Our results can be interpreted as suggesting either that the glass is half empty or half full. On one hand, obtaining health insurance coverage clearly leads to fewer improvements in health-related outcomes among young adults than other age groups. For instance, both Medicaid expansions and Massachusetts’ universal coverage initiative of 2006 have been shown to improve all of the self-assessed health variables included in our study and also to increase utilisation of at least some preventive services (Courtemanche and Zapata 2014, Finkelstein et al. 2012, Kolstad and Kowalski 2012, Van der Wees et al. 2013). On the other hand, it is encouraging that we do still observe some improvements in important outcomes for young adults.
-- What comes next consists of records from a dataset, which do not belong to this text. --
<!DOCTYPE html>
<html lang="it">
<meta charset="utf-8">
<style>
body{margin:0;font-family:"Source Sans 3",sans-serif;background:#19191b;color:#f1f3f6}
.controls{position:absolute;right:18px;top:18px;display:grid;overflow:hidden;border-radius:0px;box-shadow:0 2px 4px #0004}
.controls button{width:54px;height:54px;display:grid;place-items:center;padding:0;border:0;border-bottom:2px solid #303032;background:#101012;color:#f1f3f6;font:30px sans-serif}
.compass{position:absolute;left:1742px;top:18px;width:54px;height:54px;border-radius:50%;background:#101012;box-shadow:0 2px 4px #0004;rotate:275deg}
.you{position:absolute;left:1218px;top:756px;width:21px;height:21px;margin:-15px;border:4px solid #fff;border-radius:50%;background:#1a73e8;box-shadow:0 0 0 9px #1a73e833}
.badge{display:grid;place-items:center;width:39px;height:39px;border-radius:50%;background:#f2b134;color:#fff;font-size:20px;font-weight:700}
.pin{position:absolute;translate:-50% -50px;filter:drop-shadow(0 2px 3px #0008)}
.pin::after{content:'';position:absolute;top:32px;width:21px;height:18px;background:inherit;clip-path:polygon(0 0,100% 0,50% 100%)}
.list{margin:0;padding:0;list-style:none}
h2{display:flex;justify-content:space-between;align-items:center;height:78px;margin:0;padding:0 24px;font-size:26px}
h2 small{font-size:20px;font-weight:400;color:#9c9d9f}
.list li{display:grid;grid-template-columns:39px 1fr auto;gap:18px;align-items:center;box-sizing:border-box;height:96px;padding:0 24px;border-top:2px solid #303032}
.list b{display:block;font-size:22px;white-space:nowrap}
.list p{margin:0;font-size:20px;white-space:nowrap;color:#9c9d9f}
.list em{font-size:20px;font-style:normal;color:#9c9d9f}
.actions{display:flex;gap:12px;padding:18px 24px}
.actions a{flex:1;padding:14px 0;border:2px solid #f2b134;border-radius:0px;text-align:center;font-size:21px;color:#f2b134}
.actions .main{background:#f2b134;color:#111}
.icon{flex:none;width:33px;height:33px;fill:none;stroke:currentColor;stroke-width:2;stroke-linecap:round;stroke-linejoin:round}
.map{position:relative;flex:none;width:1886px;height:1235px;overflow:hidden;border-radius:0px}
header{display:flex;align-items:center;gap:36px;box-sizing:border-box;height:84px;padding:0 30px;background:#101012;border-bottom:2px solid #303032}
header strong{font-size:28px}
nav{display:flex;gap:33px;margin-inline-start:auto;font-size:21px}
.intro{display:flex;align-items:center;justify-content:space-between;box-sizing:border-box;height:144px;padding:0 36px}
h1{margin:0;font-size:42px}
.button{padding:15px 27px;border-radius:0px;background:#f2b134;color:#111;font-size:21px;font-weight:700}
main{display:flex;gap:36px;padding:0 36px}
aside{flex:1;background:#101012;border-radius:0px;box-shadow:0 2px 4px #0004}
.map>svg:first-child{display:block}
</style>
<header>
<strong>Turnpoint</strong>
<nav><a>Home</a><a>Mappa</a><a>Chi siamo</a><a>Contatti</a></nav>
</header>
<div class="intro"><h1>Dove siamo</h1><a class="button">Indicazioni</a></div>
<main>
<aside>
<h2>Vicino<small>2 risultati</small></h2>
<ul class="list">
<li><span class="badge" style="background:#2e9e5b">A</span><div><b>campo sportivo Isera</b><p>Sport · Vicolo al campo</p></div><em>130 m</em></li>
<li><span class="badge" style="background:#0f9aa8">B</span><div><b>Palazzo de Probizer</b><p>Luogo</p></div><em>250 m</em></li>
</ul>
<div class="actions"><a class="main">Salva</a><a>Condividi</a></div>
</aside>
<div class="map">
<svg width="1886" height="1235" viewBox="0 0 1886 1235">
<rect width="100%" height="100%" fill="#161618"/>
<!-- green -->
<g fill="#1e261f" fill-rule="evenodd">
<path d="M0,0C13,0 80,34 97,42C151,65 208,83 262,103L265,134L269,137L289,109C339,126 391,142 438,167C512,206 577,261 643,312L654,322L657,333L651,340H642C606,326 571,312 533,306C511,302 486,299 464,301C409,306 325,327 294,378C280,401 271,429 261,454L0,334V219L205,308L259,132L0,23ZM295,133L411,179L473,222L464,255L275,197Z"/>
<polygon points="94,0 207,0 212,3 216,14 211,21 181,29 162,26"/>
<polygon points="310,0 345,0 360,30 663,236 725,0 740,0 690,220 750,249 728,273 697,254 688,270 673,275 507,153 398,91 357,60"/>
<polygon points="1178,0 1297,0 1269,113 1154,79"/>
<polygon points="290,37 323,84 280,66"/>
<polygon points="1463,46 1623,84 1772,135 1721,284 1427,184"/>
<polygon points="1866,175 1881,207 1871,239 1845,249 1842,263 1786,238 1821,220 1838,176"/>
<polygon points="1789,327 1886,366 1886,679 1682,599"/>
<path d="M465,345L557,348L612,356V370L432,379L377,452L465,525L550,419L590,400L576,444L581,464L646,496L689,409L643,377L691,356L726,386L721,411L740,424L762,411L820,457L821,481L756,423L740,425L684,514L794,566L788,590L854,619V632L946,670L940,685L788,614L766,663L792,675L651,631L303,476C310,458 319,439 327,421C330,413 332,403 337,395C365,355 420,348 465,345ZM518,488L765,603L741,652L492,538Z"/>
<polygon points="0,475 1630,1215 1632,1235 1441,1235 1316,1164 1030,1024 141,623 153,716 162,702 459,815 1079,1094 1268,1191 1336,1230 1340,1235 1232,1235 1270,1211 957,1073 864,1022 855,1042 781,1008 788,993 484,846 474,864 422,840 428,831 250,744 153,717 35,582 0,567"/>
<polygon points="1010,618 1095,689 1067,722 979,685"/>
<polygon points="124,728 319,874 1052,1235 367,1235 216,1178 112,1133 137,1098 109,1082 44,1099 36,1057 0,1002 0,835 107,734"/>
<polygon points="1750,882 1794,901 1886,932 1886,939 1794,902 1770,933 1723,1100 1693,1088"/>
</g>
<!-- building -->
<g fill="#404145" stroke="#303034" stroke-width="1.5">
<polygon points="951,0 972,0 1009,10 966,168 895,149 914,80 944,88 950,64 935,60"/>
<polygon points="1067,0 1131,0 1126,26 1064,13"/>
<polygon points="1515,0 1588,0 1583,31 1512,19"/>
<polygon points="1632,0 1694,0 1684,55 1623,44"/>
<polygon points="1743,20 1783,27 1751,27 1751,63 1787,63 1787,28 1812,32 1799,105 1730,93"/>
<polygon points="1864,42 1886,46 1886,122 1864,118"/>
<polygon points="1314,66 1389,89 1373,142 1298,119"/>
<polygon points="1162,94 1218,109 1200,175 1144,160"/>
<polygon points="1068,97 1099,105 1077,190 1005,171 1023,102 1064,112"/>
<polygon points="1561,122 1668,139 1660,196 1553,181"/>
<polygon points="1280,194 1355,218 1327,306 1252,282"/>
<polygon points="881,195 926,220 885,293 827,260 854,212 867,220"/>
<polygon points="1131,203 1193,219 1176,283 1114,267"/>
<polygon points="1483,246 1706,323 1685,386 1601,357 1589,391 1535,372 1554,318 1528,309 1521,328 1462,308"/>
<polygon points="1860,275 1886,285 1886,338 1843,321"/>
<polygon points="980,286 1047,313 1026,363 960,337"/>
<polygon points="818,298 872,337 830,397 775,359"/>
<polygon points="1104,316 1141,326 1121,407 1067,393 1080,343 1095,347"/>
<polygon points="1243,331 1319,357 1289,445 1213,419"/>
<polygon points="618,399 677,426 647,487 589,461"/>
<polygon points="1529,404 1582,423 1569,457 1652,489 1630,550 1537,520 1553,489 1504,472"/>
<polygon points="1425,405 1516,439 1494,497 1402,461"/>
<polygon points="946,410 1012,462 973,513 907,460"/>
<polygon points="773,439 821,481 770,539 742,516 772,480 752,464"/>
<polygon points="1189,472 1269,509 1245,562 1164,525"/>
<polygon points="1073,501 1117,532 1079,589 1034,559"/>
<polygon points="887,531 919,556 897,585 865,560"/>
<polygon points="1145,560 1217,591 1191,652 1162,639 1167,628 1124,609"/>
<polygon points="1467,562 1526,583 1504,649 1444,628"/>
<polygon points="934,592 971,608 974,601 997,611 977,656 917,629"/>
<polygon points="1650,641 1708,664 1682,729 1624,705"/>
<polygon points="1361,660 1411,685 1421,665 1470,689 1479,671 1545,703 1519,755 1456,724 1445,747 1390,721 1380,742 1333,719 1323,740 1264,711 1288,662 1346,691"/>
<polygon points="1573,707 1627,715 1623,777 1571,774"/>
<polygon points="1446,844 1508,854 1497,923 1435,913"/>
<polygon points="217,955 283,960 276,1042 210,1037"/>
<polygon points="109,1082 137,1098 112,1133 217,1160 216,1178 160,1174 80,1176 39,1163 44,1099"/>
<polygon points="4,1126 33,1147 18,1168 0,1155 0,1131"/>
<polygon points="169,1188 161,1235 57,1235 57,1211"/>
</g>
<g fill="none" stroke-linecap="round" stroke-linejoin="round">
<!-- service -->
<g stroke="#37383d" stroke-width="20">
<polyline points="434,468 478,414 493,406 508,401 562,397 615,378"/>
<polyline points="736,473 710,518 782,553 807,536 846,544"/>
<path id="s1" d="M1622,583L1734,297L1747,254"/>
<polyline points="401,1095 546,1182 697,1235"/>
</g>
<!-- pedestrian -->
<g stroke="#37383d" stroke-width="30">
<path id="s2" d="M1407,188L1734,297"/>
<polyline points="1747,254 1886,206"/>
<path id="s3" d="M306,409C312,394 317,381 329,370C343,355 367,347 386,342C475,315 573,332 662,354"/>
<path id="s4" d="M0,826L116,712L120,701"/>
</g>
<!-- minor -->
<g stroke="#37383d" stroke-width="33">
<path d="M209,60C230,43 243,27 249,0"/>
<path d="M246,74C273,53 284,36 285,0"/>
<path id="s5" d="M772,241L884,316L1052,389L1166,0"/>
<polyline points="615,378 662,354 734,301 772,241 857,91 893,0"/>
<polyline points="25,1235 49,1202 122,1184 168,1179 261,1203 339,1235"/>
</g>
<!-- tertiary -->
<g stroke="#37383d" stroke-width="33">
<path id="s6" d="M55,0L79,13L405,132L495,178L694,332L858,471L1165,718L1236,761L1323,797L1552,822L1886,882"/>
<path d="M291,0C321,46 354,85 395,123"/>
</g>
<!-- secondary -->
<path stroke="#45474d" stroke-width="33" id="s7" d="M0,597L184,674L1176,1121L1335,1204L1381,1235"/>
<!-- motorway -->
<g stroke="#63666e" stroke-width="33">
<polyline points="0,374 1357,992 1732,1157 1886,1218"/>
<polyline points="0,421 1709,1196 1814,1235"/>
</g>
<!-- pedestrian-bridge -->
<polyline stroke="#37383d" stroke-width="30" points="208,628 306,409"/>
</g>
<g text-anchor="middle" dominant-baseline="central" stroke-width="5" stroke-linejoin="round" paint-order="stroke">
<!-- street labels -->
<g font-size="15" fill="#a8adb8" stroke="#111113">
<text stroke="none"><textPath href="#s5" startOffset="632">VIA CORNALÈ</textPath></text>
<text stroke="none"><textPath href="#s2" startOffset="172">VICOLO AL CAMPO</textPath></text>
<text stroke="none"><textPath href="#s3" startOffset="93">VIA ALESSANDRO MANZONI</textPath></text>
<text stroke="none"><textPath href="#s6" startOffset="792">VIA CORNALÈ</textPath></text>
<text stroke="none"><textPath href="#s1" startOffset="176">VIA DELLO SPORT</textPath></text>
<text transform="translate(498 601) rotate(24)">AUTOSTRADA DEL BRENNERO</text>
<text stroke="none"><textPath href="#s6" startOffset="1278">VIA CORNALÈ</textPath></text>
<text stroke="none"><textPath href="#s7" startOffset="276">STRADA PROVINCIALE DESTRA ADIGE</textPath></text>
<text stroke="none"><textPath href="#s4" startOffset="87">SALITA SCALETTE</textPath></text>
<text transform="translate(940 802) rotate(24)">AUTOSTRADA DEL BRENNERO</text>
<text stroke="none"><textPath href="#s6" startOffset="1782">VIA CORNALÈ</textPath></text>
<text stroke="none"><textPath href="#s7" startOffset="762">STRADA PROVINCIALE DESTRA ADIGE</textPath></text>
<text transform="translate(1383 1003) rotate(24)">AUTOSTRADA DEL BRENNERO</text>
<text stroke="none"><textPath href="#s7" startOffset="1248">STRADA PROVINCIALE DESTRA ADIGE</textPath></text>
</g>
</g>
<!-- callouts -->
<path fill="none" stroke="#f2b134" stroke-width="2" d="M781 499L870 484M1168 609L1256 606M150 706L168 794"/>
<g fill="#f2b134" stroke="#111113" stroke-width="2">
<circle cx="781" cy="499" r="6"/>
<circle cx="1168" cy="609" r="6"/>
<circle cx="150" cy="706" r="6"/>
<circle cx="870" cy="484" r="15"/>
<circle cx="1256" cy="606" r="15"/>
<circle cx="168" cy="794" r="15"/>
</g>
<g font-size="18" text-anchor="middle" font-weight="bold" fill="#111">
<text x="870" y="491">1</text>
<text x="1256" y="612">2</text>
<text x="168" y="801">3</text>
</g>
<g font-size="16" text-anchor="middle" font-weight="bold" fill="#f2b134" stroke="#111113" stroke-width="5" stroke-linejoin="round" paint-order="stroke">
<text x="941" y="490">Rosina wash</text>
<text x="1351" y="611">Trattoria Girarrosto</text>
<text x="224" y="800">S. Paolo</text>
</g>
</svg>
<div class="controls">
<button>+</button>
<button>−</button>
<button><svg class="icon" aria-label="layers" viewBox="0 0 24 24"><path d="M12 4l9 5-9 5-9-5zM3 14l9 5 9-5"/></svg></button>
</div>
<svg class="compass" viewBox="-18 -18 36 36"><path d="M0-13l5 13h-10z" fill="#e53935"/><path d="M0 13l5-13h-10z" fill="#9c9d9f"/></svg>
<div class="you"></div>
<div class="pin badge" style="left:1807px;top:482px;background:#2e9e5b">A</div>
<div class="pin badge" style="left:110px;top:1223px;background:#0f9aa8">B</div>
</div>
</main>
Given the generally good baseline health of this age group, one might have initially wondered whether coverage expansions for young adults would have any effects at all.
Finally, it is important to note what our results do not show. Even if one judges our estimated improvements in health-related outcomes to be underwhelming, the primary purpose of insurance is not necessarily to improve health, but rather to reduce financial risk. The benefits from risk reduction may be particularly high for young adults given their relatively limited ability to draw on accumulated wealth to pay large medical bills from major illnesses or injuries. Additionally, effects of Obamacare on young adults should not be evaluated in isolation. Expanding coverage among young, healthy individuals is important to offset the upward pressure on premiums from the coverage expansions among older and sicker individuals. The Affordable Care Act consists of a number of different components designed to work synergistically, and they need to be evaluated together as further evidence accumulates over the next several years.